Sunday, August 19, 2007


So I'm filling out the new patient questionnaires for our pediatric dentist... name... address... phone number... birthdate... sex (I'm pretty sure they meant gender)... race... WHAT? RACE? What pertinent information about my child's dental health could they possibly glean from knowing my child's race? And who in the hell can even narrow down their race to just one? The question is completely irrelevant. Which brings me back to my answer...race: human.


jen said...

I agree that a dentist probably doesn't need to have record of one's race, but you're not suggesting we ignore race in general, are you?

Melissa B. said...

oh no, definitely not. I know, for example, that our family doctor will benefit from knowing the ethnic heritage of my children due to diseases that are linked to different races. However, I think that when the question is on a generic form, it's assuming that they can know more about our demographic situation based on our answer. I believe they would receive more accurate information on our demographic by other indicators, like income level, education, vocation etc. Not to mention that the choices one is given to choose from are usually limited to caucasian, asian, latino, native American and black.
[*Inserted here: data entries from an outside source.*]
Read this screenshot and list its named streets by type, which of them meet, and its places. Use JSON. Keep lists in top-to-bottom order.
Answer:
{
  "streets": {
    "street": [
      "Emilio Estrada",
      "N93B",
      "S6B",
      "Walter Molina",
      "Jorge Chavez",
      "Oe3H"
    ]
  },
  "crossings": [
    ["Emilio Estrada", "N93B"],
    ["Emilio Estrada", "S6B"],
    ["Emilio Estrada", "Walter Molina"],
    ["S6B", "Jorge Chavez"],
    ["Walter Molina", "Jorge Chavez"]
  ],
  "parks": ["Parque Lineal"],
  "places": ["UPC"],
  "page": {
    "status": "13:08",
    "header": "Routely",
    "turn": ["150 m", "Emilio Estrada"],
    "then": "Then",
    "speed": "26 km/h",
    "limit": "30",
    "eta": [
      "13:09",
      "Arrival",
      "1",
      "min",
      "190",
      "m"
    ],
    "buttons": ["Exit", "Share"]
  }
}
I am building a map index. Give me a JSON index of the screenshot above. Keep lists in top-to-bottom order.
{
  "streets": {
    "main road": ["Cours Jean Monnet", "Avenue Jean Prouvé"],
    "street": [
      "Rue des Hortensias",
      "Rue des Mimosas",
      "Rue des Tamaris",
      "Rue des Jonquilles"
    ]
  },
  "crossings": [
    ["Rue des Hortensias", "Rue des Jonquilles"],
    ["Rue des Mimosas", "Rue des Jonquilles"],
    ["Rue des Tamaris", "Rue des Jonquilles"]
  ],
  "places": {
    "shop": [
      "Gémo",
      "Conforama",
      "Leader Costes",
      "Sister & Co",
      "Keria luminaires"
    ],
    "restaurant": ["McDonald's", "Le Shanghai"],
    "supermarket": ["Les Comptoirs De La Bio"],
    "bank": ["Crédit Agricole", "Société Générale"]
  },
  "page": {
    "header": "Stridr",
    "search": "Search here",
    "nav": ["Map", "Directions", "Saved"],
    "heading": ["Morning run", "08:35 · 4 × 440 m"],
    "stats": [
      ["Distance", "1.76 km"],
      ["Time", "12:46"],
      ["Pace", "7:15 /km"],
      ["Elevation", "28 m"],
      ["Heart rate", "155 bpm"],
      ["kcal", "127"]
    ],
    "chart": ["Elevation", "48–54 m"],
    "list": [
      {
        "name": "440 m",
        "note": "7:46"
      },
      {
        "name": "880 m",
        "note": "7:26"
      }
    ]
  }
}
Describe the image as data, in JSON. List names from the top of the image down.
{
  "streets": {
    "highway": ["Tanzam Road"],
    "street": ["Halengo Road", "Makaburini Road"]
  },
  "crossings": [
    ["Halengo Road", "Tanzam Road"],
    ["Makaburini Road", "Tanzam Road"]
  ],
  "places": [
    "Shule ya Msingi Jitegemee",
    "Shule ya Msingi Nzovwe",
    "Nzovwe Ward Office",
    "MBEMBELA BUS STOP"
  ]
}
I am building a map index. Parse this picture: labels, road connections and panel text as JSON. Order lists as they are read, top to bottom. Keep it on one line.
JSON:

Now maybe in my newer neighborhood here in the Midwest that's slightly more identifiable but I'm from San Diego and most people can't narrow down their race to one neat little category. In addition, the economic lines, political lines, religious lines etc. are not as distinctive between these so called different races so knowing someone's race isn't going to help a school district, dentist, or social program in any identifiable way. From experience I know that assumptions are made about my children when they see a certain "race" listed. As a mother, this bothers me. That's all.